As for the art section, this can be be hard work — both trying to find art to share, but also remembering what I have done previously (I use to have a list, which I have since lost) plus finding things that my readers will enjoy. Today I was stumped so I have decided to do something different — still arty but rather than art, focus on a colour — ORANGE.
The photos below are all ones I have taken over the last few years and all about the colour ORANGE. I do hope you enjoy their bright and cheery look.
Did you know:
* Orange is the only color of the spectrum whose name was taken from an object, the popular fruit - the orange. In nature it’s the colour of vivid sunsets, fire, vegetables, flowers, fish, and many citrus fruits. It is also associated with: the colour of marmalade, Halloween, traffic hats (cones), life rafts, cheetos, and Halloween.
* Orange symbolizes energy, vitality, cheer, excitement, adventure, warmth, and good health.
* Orange is a color that really stands out, even at a distance, and invites attention.
* During the Elizabethan Era in English history, only nobility were allowed to wear orange clothing.
* It takes 50 glasses of water to grow enough oranges to make one glass of orange juice.
* New Amsterdam was founded by the Dutch in 1653, taken by the English in 1664 and renamed New York, then retaken by the Dutch in 1673 and renamed New Orange. Under the Treaty of Westminster in 1674 the city was ceded to the English and New York became its permanent name.

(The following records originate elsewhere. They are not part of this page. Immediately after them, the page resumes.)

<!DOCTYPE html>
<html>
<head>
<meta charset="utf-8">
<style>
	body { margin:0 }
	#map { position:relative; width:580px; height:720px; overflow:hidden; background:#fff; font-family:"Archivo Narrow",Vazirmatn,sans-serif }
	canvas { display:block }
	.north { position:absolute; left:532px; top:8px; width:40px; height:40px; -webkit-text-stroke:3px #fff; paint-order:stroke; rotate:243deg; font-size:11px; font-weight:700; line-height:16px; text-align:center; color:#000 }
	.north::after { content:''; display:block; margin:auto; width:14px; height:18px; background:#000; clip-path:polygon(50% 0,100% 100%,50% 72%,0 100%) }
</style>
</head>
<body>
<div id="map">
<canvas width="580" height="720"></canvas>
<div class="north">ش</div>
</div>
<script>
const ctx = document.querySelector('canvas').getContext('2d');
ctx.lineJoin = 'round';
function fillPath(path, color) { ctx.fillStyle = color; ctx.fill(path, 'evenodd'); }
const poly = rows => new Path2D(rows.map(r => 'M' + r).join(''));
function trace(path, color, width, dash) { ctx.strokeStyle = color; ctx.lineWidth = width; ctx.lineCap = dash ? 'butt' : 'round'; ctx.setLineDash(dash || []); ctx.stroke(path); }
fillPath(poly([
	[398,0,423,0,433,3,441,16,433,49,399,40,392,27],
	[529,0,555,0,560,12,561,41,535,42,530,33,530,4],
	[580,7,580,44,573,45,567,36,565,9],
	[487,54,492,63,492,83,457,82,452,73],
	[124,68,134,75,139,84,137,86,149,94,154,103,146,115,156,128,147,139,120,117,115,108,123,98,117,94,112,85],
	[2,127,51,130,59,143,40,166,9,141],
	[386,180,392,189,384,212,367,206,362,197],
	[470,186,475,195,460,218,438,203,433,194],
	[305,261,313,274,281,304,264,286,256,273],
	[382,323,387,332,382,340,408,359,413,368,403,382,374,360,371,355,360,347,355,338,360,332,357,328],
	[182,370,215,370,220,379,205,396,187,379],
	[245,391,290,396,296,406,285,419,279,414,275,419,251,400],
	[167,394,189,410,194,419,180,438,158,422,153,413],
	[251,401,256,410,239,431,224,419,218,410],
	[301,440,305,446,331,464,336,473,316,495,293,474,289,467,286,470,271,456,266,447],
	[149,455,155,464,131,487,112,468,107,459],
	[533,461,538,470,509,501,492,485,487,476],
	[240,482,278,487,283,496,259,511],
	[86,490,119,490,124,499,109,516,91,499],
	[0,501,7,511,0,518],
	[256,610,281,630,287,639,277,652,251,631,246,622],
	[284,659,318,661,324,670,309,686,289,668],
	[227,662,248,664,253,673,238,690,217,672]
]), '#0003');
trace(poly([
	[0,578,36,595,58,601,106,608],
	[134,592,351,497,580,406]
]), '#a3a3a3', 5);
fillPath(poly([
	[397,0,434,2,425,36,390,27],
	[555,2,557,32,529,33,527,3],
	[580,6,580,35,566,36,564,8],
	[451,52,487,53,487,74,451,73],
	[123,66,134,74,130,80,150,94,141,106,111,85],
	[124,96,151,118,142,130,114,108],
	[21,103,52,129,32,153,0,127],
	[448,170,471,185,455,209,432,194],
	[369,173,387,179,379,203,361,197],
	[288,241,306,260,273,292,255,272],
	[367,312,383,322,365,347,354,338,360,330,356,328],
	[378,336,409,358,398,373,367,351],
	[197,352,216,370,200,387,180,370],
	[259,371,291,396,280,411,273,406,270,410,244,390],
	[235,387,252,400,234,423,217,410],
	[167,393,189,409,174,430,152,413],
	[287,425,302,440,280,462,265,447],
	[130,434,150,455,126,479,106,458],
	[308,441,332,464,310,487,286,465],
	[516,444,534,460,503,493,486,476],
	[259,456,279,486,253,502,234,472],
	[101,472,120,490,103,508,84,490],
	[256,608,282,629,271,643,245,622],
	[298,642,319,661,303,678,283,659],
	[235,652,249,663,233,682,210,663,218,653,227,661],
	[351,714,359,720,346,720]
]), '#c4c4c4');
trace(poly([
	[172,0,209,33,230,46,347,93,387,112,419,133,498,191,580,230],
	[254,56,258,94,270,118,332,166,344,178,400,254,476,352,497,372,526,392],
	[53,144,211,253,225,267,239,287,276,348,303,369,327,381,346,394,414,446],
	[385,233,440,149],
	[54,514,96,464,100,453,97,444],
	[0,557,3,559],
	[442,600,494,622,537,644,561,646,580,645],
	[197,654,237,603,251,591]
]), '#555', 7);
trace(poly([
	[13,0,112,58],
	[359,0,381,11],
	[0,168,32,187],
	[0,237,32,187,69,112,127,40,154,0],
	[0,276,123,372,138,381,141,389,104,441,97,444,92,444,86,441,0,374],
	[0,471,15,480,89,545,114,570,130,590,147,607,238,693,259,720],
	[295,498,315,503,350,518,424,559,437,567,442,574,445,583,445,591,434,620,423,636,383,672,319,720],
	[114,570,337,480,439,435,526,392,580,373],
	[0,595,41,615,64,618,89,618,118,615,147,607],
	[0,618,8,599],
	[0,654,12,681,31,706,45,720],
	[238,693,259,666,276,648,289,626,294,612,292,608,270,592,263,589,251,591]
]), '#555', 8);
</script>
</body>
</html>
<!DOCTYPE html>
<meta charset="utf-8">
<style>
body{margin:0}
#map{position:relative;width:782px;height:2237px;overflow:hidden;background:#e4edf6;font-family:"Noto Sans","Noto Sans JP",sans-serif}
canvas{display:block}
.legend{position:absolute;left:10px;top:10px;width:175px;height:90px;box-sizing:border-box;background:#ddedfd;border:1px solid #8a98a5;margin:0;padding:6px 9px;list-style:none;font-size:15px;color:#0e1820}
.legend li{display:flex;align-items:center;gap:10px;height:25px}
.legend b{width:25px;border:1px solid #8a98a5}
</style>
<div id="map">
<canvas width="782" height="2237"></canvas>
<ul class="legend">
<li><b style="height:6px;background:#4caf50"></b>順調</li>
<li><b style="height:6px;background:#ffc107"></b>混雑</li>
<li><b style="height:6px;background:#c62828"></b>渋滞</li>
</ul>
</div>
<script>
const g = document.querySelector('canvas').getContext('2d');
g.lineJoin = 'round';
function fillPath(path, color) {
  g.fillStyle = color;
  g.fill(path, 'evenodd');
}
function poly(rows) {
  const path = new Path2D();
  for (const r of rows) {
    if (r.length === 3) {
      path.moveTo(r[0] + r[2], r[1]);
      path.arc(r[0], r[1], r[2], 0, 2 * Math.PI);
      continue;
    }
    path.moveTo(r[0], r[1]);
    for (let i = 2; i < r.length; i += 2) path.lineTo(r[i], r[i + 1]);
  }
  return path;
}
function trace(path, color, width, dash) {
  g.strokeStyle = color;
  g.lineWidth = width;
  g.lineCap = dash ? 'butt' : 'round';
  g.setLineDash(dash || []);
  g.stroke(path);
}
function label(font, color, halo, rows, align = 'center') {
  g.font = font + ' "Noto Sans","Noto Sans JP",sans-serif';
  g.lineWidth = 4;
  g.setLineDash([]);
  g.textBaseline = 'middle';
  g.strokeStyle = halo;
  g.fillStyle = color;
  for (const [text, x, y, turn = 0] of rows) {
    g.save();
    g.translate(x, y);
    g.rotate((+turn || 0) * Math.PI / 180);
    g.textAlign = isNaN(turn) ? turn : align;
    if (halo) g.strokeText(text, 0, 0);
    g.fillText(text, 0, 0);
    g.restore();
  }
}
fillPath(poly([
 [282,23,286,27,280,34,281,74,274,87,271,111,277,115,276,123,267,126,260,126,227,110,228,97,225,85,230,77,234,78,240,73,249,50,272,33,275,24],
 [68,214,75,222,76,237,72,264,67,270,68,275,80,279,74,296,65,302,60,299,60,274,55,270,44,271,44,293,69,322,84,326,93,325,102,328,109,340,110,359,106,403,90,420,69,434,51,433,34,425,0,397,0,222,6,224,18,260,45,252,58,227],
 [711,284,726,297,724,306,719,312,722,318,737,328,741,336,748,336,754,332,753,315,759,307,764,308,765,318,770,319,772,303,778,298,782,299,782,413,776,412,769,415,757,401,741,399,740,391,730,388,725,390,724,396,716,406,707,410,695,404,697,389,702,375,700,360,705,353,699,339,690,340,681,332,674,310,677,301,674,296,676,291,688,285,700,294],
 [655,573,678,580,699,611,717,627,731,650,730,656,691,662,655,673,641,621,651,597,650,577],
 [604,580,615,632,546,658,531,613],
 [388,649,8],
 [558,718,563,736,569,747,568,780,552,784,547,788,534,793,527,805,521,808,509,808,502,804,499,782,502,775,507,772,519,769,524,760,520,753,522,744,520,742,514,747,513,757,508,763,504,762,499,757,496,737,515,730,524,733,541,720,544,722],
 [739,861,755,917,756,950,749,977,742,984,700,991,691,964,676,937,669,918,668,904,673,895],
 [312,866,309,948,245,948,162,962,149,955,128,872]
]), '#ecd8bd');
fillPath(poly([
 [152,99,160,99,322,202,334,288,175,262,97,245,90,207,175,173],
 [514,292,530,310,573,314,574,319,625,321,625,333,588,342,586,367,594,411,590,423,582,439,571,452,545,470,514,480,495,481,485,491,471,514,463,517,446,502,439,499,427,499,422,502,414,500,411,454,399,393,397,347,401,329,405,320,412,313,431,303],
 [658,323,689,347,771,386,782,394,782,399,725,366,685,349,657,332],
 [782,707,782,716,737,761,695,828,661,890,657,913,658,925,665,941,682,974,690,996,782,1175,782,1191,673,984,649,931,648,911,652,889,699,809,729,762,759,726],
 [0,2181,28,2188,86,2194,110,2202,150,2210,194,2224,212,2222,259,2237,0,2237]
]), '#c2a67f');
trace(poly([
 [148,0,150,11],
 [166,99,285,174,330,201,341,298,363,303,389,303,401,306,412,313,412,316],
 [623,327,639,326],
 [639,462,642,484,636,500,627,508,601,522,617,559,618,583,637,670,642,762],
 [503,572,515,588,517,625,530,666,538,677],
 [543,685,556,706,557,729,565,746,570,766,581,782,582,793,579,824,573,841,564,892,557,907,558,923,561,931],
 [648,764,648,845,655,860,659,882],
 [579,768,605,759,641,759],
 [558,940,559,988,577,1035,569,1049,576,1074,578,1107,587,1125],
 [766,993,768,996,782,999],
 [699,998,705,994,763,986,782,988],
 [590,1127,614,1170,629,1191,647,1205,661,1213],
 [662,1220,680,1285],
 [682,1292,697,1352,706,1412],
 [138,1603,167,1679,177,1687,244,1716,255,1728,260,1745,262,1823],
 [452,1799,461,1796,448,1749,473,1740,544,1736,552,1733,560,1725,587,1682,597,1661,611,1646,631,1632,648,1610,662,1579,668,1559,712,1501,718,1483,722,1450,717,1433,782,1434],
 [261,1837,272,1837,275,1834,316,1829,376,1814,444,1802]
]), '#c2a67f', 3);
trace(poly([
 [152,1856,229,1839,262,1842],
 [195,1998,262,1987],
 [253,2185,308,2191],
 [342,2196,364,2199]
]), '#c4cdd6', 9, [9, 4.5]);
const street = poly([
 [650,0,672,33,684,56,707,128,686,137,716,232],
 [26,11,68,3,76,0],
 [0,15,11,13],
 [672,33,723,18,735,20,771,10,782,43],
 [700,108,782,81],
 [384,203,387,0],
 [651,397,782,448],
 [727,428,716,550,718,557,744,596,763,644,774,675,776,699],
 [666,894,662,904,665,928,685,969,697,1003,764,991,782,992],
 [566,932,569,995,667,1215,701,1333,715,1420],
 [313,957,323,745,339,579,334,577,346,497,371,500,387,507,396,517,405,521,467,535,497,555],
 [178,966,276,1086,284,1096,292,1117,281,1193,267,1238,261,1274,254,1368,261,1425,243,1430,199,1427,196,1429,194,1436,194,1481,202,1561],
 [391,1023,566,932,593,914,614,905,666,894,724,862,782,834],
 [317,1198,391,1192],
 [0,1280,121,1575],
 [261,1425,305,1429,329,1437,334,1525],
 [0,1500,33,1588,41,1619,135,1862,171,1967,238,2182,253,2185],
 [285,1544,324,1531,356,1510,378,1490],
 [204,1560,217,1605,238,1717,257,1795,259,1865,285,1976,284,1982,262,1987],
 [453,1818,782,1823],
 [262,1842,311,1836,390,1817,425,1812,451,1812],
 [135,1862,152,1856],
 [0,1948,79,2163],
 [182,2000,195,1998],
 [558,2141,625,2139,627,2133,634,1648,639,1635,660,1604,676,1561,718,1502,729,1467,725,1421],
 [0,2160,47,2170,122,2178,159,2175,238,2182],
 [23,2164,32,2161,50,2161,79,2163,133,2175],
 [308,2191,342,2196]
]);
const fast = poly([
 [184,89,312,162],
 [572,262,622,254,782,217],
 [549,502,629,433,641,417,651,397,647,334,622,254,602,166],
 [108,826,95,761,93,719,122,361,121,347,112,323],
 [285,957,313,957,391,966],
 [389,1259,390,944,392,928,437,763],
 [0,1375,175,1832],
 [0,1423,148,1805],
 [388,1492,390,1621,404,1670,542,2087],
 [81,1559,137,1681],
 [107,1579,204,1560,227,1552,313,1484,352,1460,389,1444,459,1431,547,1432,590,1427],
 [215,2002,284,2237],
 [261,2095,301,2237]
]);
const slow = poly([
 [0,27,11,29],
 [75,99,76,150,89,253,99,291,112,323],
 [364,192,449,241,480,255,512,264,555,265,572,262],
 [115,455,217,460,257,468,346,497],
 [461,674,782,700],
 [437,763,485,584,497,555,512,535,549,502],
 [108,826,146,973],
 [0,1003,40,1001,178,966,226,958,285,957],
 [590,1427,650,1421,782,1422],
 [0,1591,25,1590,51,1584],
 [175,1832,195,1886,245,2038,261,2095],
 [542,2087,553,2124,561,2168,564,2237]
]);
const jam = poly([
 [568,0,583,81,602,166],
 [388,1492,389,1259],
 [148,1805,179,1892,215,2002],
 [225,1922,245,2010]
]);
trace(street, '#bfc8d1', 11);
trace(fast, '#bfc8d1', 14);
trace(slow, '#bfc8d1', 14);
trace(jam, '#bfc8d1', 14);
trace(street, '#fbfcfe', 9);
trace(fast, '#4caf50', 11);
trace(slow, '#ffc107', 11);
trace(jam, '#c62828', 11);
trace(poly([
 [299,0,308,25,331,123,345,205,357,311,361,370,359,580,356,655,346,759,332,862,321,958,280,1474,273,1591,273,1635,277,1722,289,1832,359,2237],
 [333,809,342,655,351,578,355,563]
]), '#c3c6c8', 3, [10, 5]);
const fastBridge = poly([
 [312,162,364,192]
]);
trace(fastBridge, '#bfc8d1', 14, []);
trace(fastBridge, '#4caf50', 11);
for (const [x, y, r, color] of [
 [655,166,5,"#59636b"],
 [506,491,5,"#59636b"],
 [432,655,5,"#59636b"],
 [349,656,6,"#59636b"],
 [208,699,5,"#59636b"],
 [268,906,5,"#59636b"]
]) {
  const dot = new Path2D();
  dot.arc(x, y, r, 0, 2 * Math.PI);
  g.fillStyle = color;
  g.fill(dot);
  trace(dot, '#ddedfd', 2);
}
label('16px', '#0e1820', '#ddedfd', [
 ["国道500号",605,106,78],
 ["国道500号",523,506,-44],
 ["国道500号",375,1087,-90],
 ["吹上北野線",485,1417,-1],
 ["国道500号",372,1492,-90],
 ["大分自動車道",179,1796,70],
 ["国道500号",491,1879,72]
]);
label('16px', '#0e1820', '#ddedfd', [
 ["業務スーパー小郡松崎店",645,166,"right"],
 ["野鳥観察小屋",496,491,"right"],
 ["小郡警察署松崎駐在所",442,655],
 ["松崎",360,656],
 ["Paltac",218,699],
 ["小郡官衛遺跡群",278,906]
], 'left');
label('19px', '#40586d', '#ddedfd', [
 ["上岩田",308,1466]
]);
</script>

* Alexander the Great washed his hair in saffron to keep it a lovely shiny orange colour. During his time saffron was as rare as diamonds and more expensive than gold.
* Oranges are unknown in the wild. They are a hybrid of tangerines and the pomelo or “Chinese grapefruit” (which is pale green or yellow), and were first cultivated in south-east Asia. They weren’t orange, but green, and Vietnamese oranges and Thai tangerines are still bright green on the outside and orange inside.
* The fruit came before the colour. The word “orange” derives from the Arabic naranj and arrived in English as “narange” in the 14th century, gradually losing the initial “n”. This process is called wrong word division and also left us with apron (from naperon) and umpire (from noumpere). Orange was first used as the name for a colour in 1542.
* There are many shades of orange – and different meanings. Some may be more appealing to those who find orange difficult: terracotta or cayenne – a dark orange, persimmon - a red-orange, pumpkin - a pure orange, mango - a yellow orange, salmon - a pink orange, melon - a light orange. Darker oranges offer a sense of comfort; some are spicy, some are earthy. Lighter oranges are soothing and healthy.
* The black box flight recorders on aircraft are actually bright orange so that they can be found more easily. They were originally called “black boxes” because early electronic prototypes were stored in black metal boxes.